» **PROBLEM TO WORK ON**:
Repeat the data that follows verbatim. Images are not part of the copy.

» **GIVEN RECORDS**:
#####

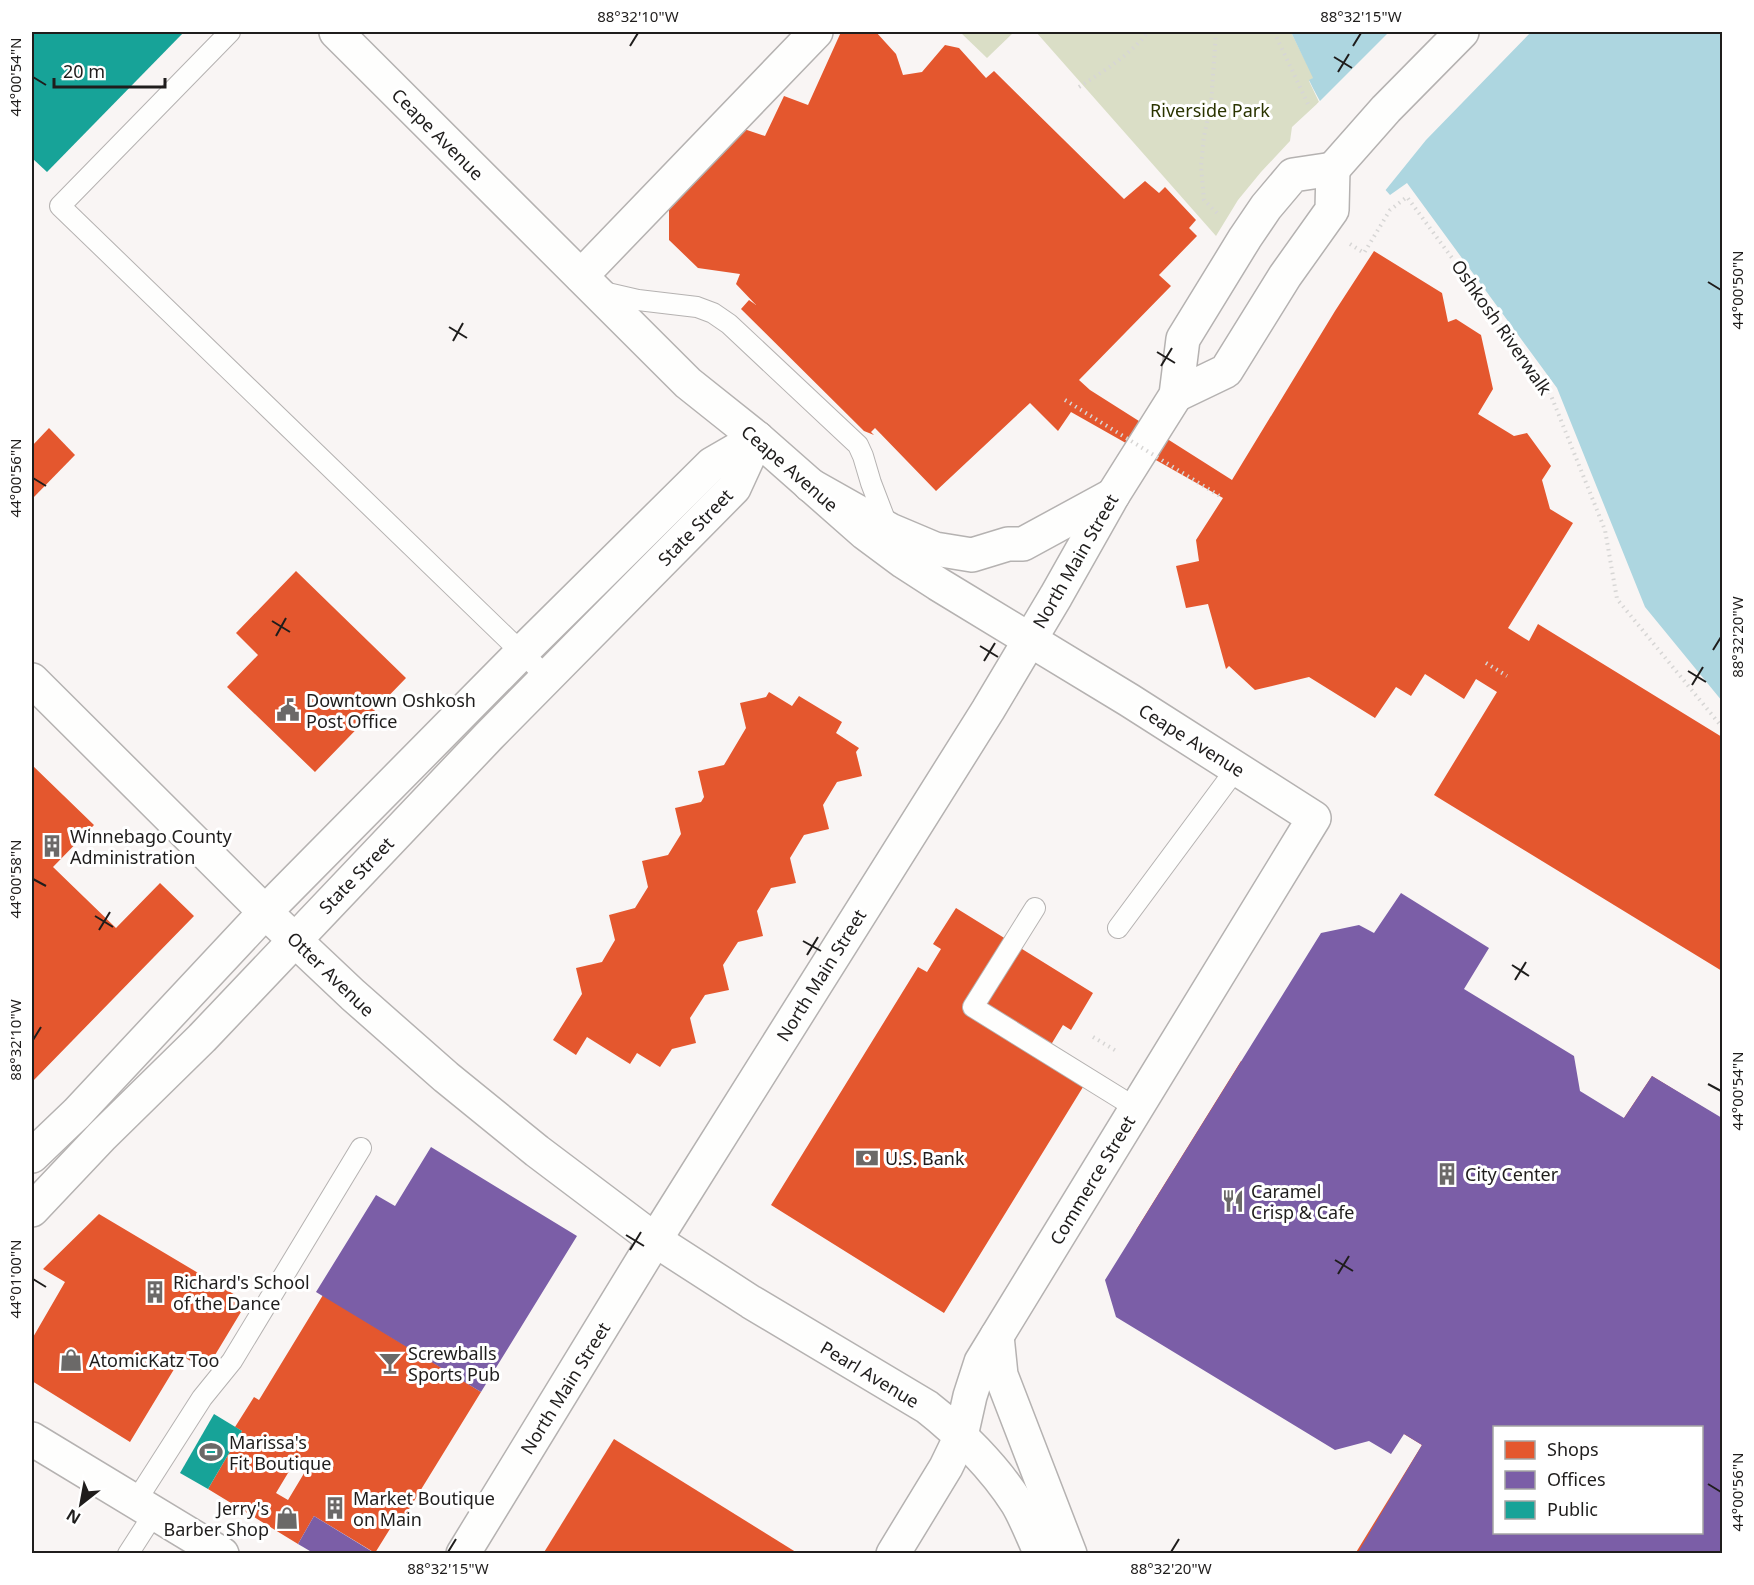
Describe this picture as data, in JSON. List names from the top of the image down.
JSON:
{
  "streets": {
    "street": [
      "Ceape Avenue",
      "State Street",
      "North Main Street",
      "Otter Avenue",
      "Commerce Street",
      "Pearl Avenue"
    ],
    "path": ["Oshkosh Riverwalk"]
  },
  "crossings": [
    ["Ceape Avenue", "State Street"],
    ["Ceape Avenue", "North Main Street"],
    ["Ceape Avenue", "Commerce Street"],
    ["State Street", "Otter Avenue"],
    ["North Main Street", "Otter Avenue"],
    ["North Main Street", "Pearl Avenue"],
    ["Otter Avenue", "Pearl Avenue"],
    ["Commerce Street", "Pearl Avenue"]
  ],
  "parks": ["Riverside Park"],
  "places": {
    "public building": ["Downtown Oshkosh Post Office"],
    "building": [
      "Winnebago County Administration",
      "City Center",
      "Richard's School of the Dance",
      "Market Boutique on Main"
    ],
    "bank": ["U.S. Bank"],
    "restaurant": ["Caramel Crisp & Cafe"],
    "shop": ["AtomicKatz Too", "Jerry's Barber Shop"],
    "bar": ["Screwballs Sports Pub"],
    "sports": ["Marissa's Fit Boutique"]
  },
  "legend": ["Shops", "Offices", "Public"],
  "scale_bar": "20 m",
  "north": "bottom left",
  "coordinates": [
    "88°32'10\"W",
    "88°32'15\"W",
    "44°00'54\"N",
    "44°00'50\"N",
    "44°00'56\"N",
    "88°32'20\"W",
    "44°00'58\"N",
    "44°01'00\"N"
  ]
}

#####

» **SOLVED EXERCISE**:
Describe this picture as data, in JSON. List names from the top of the image down.
JSON:
{
  "streets": {
    "street": [
      "Ceape Avenue",
      "State Street",
      "North Main Street",
      "Otter Avenue",
      "Commerce Street",
      "Pearl Avenue"
    ],
    "path": ["Oshkosh Riverwalk"]
  },
  "crossings": [
    ["Ceape Avenue", "State Street"],
    ["Ceape Avenue", "North Main Street"],
    ["Ceape Avenue", "Commerce Street"],
    ["State Street", "Otter Avenue"],
    ["North Main Street", "Otter Avenue"],
    ["North Main Street", "Pearl Avenue"],
    ["Otter Avenue", "Pearl Avenue"],
    ["Commerce Street", "Pearl Avenue"]
  ],
  "parks": ["Riverside Park"],
  "places": {
    "public building": ["Downtown Oshkosh Post Office"],
    "building": [
      "Winnebago County Administration",
      "City Center",
      "Richard's School of the Dance",
      "Market Boutique on Main"
    ],
    "bank": ["U.S. Bank"],
    "restaurant": ["Caramel Crisp & Cafe"],
    "shop": ["AtomicKatz Too", "Jerry's Barber Shop"],
    "bar": ["Screwballs Sports Pub"],
    "sports": ["Marissa's Fit Boutique"]
  },
  "legend": ["Shops", "Offices", "Public"],
  "scale_bar": "20 m",
  "north": "bottom left",
  "coordinates": [
    "88°32'10\"W",
    "88°32'15\"W",
    "44°00'54\"N",
    "44°00'50\"N",
    "44°00'56\"N",
    "88°32'20\"W",
    "44°00'58\"N",
    "44°01'00\"N"
  ]
}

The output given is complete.